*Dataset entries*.
● ● ● ●
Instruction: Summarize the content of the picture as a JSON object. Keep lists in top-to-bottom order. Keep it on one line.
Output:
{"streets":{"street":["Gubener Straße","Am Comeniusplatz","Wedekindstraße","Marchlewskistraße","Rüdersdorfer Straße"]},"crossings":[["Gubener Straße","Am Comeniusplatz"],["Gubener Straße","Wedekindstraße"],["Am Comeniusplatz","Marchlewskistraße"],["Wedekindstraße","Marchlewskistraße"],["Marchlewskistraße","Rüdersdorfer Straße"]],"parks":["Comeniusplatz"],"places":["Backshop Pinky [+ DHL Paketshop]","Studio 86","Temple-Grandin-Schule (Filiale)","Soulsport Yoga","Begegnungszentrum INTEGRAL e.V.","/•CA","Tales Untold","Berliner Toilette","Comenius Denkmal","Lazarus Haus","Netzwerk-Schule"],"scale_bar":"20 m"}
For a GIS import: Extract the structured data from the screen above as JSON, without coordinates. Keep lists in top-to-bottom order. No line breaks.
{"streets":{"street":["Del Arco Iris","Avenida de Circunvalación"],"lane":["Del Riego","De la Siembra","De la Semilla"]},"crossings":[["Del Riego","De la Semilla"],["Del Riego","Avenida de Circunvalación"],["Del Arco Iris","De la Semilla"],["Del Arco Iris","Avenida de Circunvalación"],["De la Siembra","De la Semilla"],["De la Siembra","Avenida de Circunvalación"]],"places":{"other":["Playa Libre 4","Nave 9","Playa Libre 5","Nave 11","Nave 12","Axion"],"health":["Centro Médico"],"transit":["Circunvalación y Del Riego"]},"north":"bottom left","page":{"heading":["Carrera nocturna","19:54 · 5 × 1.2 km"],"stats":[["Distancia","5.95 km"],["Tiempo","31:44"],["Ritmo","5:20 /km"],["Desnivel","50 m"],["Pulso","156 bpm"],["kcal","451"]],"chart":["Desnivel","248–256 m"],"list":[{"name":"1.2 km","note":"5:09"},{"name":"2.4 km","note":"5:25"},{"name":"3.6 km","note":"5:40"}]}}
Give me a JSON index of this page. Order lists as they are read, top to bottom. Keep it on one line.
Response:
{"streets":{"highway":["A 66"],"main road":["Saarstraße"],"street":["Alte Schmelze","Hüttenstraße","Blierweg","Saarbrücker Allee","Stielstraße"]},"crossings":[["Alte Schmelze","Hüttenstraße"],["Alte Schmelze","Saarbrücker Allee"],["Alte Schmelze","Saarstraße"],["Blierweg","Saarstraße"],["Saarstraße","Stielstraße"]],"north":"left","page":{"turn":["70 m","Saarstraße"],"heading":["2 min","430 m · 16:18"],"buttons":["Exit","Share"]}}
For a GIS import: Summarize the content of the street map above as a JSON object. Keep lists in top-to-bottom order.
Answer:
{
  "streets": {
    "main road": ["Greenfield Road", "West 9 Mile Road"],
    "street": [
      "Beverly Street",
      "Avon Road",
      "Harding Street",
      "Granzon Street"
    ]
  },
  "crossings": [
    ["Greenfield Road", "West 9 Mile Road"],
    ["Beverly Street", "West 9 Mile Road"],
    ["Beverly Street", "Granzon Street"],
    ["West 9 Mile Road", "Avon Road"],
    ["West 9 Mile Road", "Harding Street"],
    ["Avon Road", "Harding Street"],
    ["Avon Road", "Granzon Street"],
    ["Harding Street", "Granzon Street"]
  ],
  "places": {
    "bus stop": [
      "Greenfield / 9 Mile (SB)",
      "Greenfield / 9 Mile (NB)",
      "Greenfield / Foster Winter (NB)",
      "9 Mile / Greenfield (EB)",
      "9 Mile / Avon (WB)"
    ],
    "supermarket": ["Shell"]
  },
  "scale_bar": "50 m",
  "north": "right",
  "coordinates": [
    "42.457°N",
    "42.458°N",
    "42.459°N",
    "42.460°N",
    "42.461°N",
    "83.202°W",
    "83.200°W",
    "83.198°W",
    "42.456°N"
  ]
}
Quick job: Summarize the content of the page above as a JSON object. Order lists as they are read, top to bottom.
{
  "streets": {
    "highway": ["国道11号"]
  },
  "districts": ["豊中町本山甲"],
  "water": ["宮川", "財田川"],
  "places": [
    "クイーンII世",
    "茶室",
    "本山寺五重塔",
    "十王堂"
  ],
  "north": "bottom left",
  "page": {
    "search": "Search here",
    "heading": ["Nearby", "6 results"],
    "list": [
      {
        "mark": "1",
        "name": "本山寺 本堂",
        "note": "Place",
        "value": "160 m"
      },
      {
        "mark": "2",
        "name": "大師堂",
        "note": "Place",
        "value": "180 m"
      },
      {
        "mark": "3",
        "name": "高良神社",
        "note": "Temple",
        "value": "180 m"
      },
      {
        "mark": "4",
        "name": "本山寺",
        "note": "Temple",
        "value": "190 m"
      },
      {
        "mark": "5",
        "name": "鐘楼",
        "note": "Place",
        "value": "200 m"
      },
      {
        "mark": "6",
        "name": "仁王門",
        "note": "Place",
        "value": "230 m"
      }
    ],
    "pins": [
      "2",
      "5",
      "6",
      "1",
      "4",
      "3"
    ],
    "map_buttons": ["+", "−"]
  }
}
● ● ● ●
*Assignment*. Return every line above where "Harding" appears.

*Task output*.
      "Harding Street",
    ["West 9 Mile Road", "Harding Street"],
    ["Avon Road", "Harding Street"],
    ["Harding Street", "Granzon Street"]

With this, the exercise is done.